Virtual JFK: Vietnam (and us) if Kennedy had lived

Virtual JFK: Vietnam (and us) if Kennedy had lived
Open Source (Brown University's Watson Institute for International Studies)
Host: Christopher Lydon



Find a way to see Virtual JFK — a documentary film chasing a what-if riddle — and have your own presidential debate before choosing between John McCain and Barack Obama.

The question in Virtual JFK is whether President Kennedy, had he lived, would have withdrawn from war in Vietnam in 1965. It is at least arguable that what hangs on the answer is nothing less than the fighting (mostly losing) “counter-insurgency” doctrine that has fired up American foreign policy for nearly half a century, and that accounts for the “permanent war” dread through the Bush years and beyond.

Presidents matter, and presidential temperament is decisive: these are the fundamental premises of the film, and the moral for voters this year.

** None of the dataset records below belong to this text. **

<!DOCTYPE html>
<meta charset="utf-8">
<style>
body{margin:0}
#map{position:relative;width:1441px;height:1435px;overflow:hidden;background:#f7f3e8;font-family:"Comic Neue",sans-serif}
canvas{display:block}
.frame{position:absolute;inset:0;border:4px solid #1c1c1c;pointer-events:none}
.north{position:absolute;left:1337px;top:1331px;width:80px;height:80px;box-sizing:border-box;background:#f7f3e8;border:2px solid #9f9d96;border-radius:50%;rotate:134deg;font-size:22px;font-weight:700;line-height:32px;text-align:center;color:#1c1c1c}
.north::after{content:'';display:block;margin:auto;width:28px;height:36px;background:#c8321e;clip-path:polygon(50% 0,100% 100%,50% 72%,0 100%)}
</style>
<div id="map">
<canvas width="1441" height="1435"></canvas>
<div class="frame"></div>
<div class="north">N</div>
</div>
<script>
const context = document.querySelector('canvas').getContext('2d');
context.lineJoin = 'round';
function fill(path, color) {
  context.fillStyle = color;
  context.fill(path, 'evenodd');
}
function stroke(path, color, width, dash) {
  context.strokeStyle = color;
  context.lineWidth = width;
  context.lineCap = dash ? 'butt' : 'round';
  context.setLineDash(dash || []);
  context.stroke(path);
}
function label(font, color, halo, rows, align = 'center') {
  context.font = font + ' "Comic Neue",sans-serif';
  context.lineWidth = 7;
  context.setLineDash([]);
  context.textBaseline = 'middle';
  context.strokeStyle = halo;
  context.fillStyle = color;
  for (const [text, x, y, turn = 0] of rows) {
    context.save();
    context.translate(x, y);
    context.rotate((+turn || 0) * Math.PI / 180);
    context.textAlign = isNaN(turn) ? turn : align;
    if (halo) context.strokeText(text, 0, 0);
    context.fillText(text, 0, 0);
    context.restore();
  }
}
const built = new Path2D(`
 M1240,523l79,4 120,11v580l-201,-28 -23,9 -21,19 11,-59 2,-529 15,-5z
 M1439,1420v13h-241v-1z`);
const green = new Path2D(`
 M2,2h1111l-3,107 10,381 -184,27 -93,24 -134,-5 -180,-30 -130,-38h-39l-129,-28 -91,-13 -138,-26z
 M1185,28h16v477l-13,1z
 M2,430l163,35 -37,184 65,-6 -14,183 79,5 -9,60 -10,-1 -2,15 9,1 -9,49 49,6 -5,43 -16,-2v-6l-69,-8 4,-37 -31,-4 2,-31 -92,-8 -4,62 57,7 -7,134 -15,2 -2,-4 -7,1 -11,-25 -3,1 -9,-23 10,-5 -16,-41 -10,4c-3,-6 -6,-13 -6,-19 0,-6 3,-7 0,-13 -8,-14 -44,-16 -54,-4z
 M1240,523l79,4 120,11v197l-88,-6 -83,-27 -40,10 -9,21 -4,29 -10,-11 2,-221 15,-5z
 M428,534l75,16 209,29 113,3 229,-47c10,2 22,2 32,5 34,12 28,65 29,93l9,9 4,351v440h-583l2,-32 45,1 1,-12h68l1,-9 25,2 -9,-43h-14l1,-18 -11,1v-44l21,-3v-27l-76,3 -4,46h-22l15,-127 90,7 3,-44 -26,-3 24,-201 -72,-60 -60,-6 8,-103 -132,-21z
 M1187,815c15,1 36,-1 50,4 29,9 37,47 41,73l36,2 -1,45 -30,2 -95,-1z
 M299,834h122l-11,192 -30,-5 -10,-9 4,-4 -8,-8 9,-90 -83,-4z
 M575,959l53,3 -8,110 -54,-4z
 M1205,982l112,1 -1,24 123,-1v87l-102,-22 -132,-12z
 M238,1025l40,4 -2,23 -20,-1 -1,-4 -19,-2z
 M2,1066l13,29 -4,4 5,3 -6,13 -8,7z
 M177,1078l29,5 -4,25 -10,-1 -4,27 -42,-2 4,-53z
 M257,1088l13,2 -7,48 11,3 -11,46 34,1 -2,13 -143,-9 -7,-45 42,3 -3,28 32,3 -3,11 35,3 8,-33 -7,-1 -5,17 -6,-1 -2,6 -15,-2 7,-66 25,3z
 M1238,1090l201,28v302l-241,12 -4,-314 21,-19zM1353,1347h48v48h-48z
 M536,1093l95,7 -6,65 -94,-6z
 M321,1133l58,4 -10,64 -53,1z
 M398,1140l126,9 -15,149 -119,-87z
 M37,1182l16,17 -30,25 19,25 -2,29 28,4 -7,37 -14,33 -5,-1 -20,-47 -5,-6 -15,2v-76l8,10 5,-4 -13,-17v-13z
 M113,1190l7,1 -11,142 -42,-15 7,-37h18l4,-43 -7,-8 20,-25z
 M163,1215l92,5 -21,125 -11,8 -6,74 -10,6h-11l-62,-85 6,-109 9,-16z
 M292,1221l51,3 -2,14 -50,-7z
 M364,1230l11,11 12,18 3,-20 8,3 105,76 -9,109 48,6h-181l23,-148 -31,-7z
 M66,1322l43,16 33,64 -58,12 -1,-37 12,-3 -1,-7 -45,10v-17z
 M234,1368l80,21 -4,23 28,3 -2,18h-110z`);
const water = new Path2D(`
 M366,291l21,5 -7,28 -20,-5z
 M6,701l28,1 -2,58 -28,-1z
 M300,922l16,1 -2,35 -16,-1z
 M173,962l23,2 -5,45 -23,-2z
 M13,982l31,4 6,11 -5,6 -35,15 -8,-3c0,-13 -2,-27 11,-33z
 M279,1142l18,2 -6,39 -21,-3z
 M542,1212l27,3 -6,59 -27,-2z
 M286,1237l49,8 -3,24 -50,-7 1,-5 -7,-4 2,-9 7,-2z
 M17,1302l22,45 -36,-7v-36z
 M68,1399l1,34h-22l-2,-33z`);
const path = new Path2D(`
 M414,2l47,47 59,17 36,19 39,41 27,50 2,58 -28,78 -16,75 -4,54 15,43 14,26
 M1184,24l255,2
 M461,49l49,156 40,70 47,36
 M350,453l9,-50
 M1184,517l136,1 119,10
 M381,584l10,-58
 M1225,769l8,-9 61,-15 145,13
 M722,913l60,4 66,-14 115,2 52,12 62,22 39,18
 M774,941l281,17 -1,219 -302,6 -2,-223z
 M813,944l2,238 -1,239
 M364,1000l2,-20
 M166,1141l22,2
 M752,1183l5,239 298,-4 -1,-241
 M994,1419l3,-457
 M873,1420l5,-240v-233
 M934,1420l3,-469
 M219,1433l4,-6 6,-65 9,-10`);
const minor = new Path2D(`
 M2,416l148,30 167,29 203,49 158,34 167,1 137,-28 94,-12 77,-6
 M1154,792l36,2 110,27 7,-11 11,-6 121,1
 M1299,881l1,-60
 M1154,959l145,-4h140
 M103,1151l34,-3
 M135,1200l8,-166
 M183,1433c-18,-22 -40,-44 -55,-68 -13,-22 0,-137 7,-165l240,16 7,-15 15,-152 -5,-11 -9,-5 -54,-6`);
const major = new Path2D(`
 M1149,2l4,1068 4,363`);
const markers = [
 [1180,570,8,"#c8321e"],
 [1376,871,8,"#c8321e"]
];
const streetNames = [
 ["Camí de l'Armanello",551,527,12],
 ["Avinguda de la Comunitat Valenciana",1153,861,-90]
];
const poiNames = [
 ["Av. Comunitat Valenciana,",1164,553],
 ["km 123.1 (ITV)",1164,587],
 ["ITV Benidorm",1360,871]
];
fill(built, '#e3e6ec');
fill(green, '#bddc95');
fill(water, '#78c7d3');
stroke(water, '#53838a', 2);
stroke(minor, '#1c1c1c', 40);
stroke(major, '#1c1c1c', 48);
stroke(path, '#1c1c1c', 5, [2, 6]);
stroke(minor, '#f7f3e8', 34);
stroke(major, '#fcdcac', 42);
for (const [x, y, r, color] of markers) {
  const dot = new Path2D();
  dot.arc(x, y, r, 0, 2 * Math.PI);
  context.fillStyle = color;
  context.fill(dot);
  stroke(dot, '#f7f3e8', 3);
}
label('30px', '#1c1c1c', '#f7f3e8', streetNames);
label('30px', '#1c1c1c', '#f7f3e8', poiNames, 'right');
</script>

Koji Masutani, 27, made Virtual JFK with his Brown University professor of history and international relations, James Blight. Together they have chosen six “crises” from the early Sixties in which restraint prevailed: the Bay of Pigs fiasco in which Kennedy blocked US Marines from saving the misbegotten mission; the flare-up and ceasefire in Laos in Spring, 1961; the Berlin crisis over the Soviets’ wall in August, 1961, when JFK pulled US tanks out of sight; Kennedy’s early rejection in 1961 of his generals’ plea (including his favorite, Max Taylor) for military intervention in Vietnam; the Cuban missile crisis of 1962, talked down by a “cautious, skeptical” president; and the secret staff planning in October, 1963 to start drawing down the American advisers in Vietnam.

It is clear to Jim Blight, anyway, that JFK’s instinct and persistent pattern were to avoid the war option, to say “no” to his generals, to engage his own restless, combative mind in peaceful, face-saving alternatives. Kennedy was a multilateralist, a man with a delicately balanced reading of an interconnected world. He did not hesitate to speak of his and our responsibility to “mankind” and “the human race.” He would have welcomed “the global test” of American policies. He spoke of “adversaries,” not “enemies.” He dealt with interests, not “evil.” He said: “I hope I am a responsible president. That is my intention.”

What the contrarian viewer sees as well is that JFK was up to his neck, at least, in Cold War reflexes. Those wacko nuclear bomb shelters were “useful… important,” he says in a press conference. Kennedy bought the domino doctrine that the fate of Southeast Asia was all or nothing, and he sold the silly simplistic line that nasty “guerrilas” were disrupting a peaceful democracy in South Vietnam. In his lesser moments Kennedy can sound shockingly close to George W. Bush, needling up fear and hostility around catch-phrases like “the most dangerous time in the history of the human race.” But then, what if it really was?

The seductive beauty of Virtual JFK is watching the play of doubt and responsibility, learning and wit on the weathered face of a 45-year-old war hero who is, unbelievably, the president of the United States.